A green film marked the border between yogurt and plastic. Babcia scraped the mould off with a spoon and plopped it into the garbage. Then, still standing in the light of the open fridge, she downed spoon after spoon of yogurt until the container was empty. The defiant look on her face told me that this was between herself and her god. Fate dared her to waste food, to become comfortable, to forget, but she never would. 

Later that week, more relatives visited and I made tacos for everyone. There were a few taco shells left over, mostly broken. I shoved them back into the box, but forgot to get rid of the evidence in time. A few days later, the broken bits of taco shell reappeared in a bowl in the middle of the kitchen table. “Are you going to eat them?” asked Babcia at breakfast.

“I will,” I said. “I’ll have them for a snack sometime.”

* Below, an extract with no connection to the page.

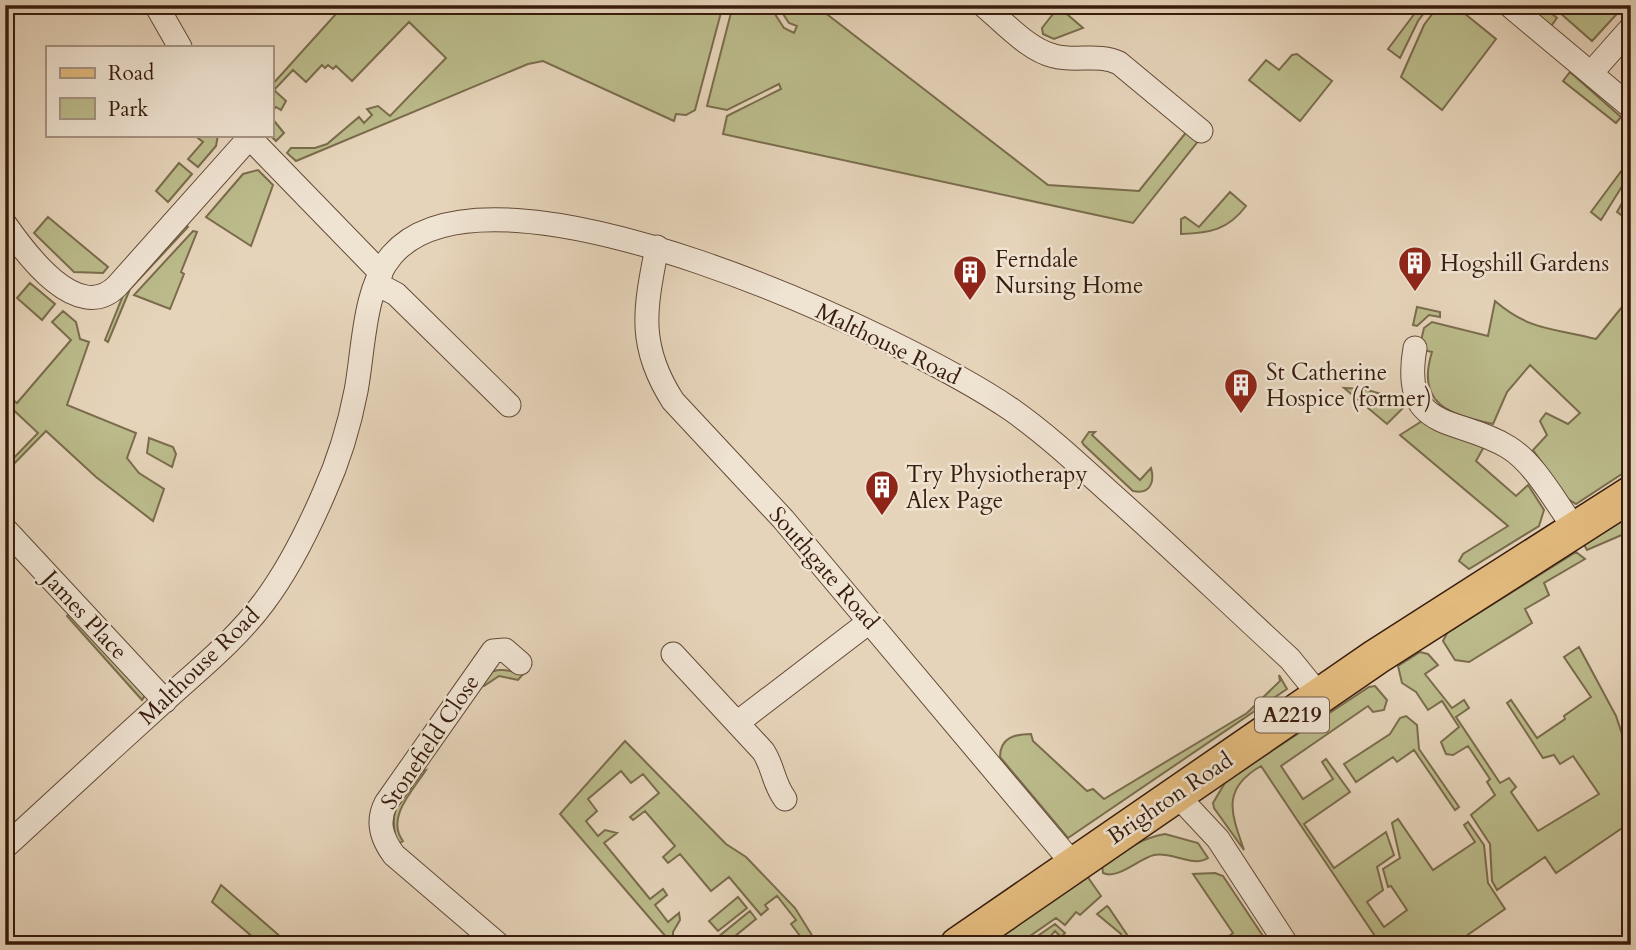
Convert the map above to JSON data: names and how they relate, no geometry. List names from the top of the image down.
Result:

They sat there for several days. On the third day, plastic wrap covered the bowl (though surely the taco shells were already stale): a message. After making sure Babcia was still watching TV in the living room and unlikely to walk in on me, I dumped the taco fragments into my pocket. I poured a dollop of salsa into the empty bowl and swished it around until it looked spontaneous, then left the bowl in the sink like an offering. A few hours later, while watching my kid run around Doughboy Park, I felt grit in my pocket and remembered the shells. I drew out fistfuls of crumbs, throwing them to the pigeons, scattering them to the wind.